PROBLEM DETAILS - Number of lines below with the word "Mebarka": give it and nothing more.

EXERCISE MATERIALS -
────────────────────────────────────────

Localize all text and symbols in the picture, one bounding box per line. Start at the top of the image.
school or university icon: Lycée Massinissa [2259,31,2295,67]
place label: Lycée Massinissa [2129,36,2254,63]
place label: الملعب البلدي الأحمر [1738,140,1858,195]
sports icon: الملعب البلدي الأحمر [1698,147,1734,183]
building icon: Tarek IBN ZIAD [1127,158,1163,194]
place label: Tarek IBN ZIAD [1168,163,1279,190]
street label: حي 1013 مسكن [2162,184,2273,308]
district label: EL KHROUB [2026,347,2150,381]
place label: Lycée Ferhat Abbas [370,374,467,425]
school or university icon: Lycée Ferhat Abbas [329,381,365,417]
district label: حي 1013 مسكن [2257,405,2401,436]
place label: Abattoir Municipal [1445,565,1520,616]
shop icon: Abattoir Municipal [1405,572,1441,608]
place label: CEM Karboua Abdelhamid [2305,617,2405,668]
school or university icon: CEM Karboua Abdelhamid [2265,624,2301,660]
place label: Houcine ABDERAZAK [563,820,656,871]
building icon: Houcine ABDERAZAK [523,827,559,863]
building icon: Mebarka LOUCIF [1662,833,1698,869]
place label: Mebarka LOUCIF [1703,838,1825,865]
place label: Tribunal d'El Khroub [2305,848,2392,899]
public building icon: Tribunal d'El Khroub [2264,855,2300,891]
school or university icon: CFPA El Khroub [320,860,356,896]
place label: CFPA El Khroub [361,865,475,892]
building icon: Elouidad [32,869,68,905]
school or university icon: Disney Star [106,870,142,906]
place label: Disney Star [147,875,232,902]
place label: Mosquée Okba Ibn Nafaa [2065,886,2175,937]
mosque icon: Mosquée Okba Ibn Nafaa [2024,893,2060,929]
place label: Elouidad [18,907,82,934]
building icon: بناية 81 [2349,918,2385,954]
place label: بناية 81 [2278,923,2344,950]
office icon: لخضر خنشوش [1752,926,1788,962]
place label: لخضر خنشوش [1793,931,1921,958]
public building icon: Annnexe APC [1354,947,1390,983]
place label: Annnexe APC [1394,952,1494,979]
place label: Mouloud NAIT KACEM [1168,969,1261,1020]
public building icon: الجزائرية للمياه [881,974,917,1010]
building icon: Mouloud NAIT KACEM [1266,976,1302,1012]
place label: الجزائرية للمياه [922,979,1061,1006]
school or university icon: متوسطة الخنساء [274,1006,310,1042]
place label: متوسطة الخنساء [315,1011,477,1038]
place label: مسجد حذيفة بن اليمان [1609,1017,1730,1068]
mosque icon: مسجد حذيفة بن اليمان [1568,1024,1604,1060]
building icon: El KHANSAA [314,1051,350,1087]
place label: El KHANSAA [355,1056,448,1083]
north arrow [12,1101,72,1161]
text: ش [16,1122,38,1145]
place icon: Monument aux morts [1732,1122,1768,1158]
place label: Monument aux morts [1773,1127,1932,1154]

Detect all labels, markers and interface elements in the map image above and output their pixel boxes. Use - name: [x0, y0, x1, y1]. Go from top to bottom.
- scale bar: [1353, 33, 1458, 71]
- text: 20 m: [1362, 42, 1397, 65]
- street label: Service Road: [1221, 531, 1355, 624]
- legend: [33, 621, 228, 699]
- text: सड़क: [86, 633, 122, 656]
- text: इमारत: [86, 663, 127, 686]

────────────────────────────────────────

SOLUTION FOR THIS EXERCISE - 2